» Problem to solve: Search the material below for the string "canvas" and list each line that holds it.

» Provided material:
:::::

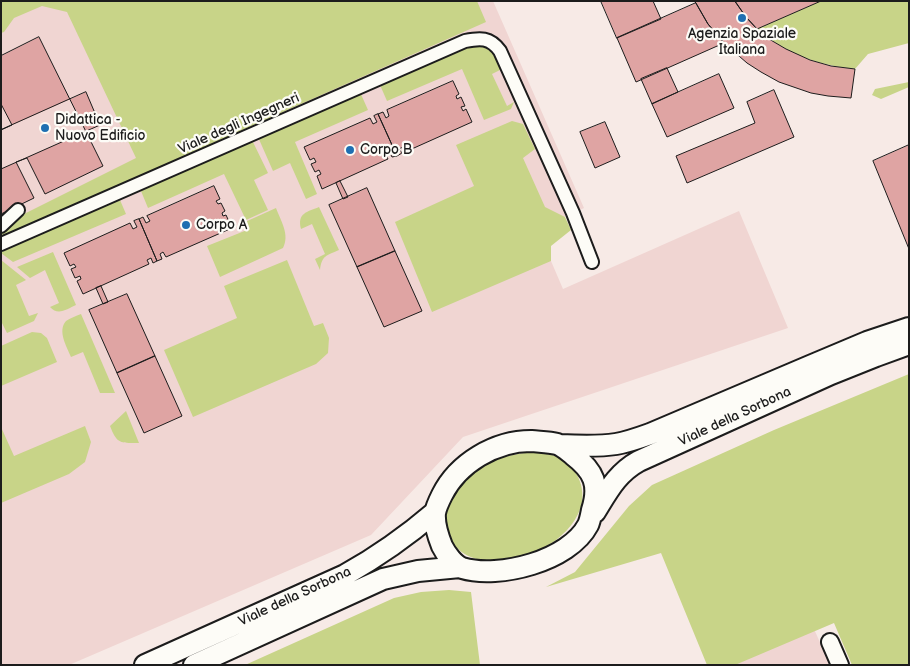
<!DOCTYPE html>
<html>
<head>
<meta charset="utf-8">
<style>
  body { margin:0 }
  #map { position:relative; width:910px; height:666px; overflow:hidden; background:#f7eae6; font-family:"Balsamiq Sans",sans-serif }
  canvas { display:block }
  .frame { position:absolute; inset:0; border:2px solid #1c1c1c; pointer-events:none }
</style>
</head>
<body>
<div id="map">
<canvas width="910" height="666"></canvas>
<div class="frame"></div>
</div>
<script>
const context = document.querySelector('canvas').getContext('2d');
context.lineJoin = 'round';
function paint(path, color) { context.fillStyle = color; context.fill(path, 'evenodd'); }
function trace(path, color, width, dash) { context.strokeStyle = color; context.lineWidth = width; context.lineCap = dash ? 'butt' : 'round'; context.setLineDash(dash || []); context.stroke(path); }
function drawText(font, color, halo, rows, align = 'center') {
  context.font = font + ' "Balsamiq Sans",sans-serif'; context.lineWidth = 4.5; context.setLineDash([]); context.textBaseline = 'middle'; context.strokeStyle = halo; context.fillStyle = color; for (const [text, x, y, turn = 0] of rows) {
    context.save(); context.translate(x, y); context.rotate((+turn || 0) * Math.PI / 180); context.textAlign = isNaN(turn) ? turn : align; if (halo) context.strokeText(text, 0, 0); context.fillText(text, 0, 0); context.restore();
  }
}
paint(new Path2D(`
  M1 1H493L584 208 551 223V261L563 289 739 211 788 328 463 437 371 535 69 665H1Z
  M814 629 830 665H734Z`), '#f0d5d2');
paint(new Path2D(`
  M1 1H477L486 22 1 237V231L20 216 136 158 67 12 42 6 14 18 4 32 1 33Z
  M821 1H909V43L868 54 855 69C814 64 789 55 757 29Z
  M479 44C495 49 496 55 502 69L492 74 507 106 514 102 511 109 484 120 462 69 387 101 380 85 467 45Z
  M909 82V87L881 99 872 95 875 89Z
  M360 92 368 110 295 142 317 194 306 199 290 163 273 171 258 137Z
  M512 121 523 124 535 149 523 158 545 207 565 217 571 230 551 246V261L432 312 395 222 474 186 456 145Z
  M252 140 268 173 254 180 268 210 246 220 224 174 148 208 141 191Z
  M120 200 126 214 13 262 1 253V251Z
  M319 207 339 250C326 256 322 255 320 270L315 259 325 254 312 224 301 229C297 213 307 212 319 207Z
  M276 208C281 221 290 235 283 248L220 277 207 246 247 230 245 222Z
  M53 252 76 305C67 309 58 316 50 307L59 303 45 270 30 278 17 267Z
  M1 260 26 280 16 285 29 316 38 313 34 321 7 333 1 321Z
  M287 260 314 326 323 323 329 338 328 353 316 364 193 417 164 350 237 318 224 286Z
  M81 314 115 393H100L83 352 71 357C67 347 57 331 66 321 70 318 76 316 81 314Z
  M32 332 41 333 47 338 57 362 1 386V346Z
  M909 374V665H852L834 623 735 665H707L661 553 546 587 575 572 629 506 652 485 774 430Z
  M126 411 139 443C120 443 117 444 110 426Z
  M85 426 91 442 85 462 69 474 1 503V427L14 456Z
  M525 453C536 452 546 453 556 456 574 463 585 483 582 502 572 556 465 589 446 530 441 512 445 506 455 492 458 488 460 483 464 479 480 462 503 456 525 453Z
  M449 590 471 592 480 665H245L394 598 421 592Z`), '#c8d488');
const building = new Path2D(`
  M601 1H653L661 19 617 38Z
  M695 1H735L746 17 757 29 769 39 786 49 810 60 831 66 855 69 851 98 828 96 811 93 779 82 761 72 747 63 724 43 708 24Z
  M735 1H821L757 29 746 17Z
  M696 3 708 24 724 43 636 82 617 38Z
  M39 37 103 166 45 194 27 158 16 162 34 198 1 214V130L12 125 1 104V56Z
  M667 68 678 92 652 104 641 79Z
  M719 74 734 108 667 137 652 104Z
  M453 81 459 94 456 96 457 99 461 97 465 106 461 107 463 111 466 109 472 122 405 152 403 147 399 149 402 153 397 156 378 114 383 112 386 118 389 116 387 110Z
  M774 90 794 137 687 183 676 156 755 123 747 102Z
  M86 92 100 125 1 169V130Z
  M378 114 397 156 392 157 390 153 386 155 388 159 322 189 317 176 321 174 319 170 315 172 311 164 316 162 314 158 310 160 304 147 370 118 373 124 377 122 374 116Z
  M605 122 620 157 595 168 580 132Z
  M909 145V249L873 161Z
  M340 181 348 197 343 199 336 183Z
  M214 186 220 199 216 201 218 204 221 203 225 211 222 213 223 216 226 215 232 228 166 257 163 252 160 254 162 259 157 261 139 219 143 217 146 223 150 221 147 216Z
  M367 188 395 251 357 267 329 205Z
  M139 219 157 261 153 263 151 258 147 260 149 264 83 294 77 281 81 279 80 276 75 278 71 269 76 267 74 264 70 266 64 253 130 223 133 229 137 227 134 221Z
  M395 251 422 311 384 327 357 267Z
  M101 286 108 302 103 304 96 288Z
  M127 294 155 356 117 373 89 310Z
  M155 356 182 416 144 433 117 373Z`);
paint(building, '#dfa4a3');
trace(building, '#1c1c1c', 1);
const pedestrian = new Path2D(`
  M1 226 18 210
  M1 244 465 41C480 38 490 37 500 51L573 213 592 262`);
const minor = new Path2D(`
  M830 642 840 665`);
const tertiary = new Path2D(`
  M531 441C540 442 549 442 557 444 563 446 568 451 573 455 594 471 600 485 592 510 591 515 590 521 588 525 569 561 499 579 462 568 454 565 446 554 442 546 438 536 434 524 435 513 436 507 439 501 442 495 458 463 495 441 531 441Z
  M560 445C578 446 597 447 616 444 628 442 639 438 650 434L810 366 867 342 909 328
  M595 512C608 491 617 473 639 461L831 374 876 356 909 344
  M145 665 345 575C377 557 407 536 435 512
  M194 665 383 579 418 571 460 567`);
trace(pedestrian, '#1c1c1c', 16);
trace(minor, '#1c1c1c', 20);
trace(tertiary, '#1c1c1c', 24);
trace(pedestrian, '#fdfcf7', 12);
trace(minor, '#fdfcf7', 16);
trace(tertiary, '#fdfcf7', 20);
for (const [x, y, r, color] of [
  [742,18,5,"#1f6fb2"],
  [45,128,5,"#1f6fb2"],
  [350,150,5,"#1f6fb2"],
  [186,225,5,"#1f6fb2"]
]) { const dot = new Path2D(); dot.arc(x, y, r, 0, 2 * Math.PI); context.fillStyle = color; context.fill(dot); trace(dot, '#fdfcf7', 2); }
drawText('14px', '#1c1c1c', '#fdfcf7', [
  ["Agenzia Spaziale",742,34,"center"],
  ["Italiana",742,50,"center"],
  ["Didattica -",55,120],
  ["Nuovo Edificio",55,136],
  ["Corpo B",360,150],
  ["Corpo A",196,225]
], 'left');
drawText('14px', '#1c1c1c', '#fdfcf7', [
  ["Viale degli Ingegneri",239,124,-24],
  ["Viale della Sorbona",735,417,-25],
  ["Viale della Sorbona",295,597,-25]
]);
</script>
</body>
</html>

:::::

» Solution for this exercise:
  canvas { display:block }
<canvas width="910" height="666"></canvas>
const context = document.querySelector('canvas').getContext('2d');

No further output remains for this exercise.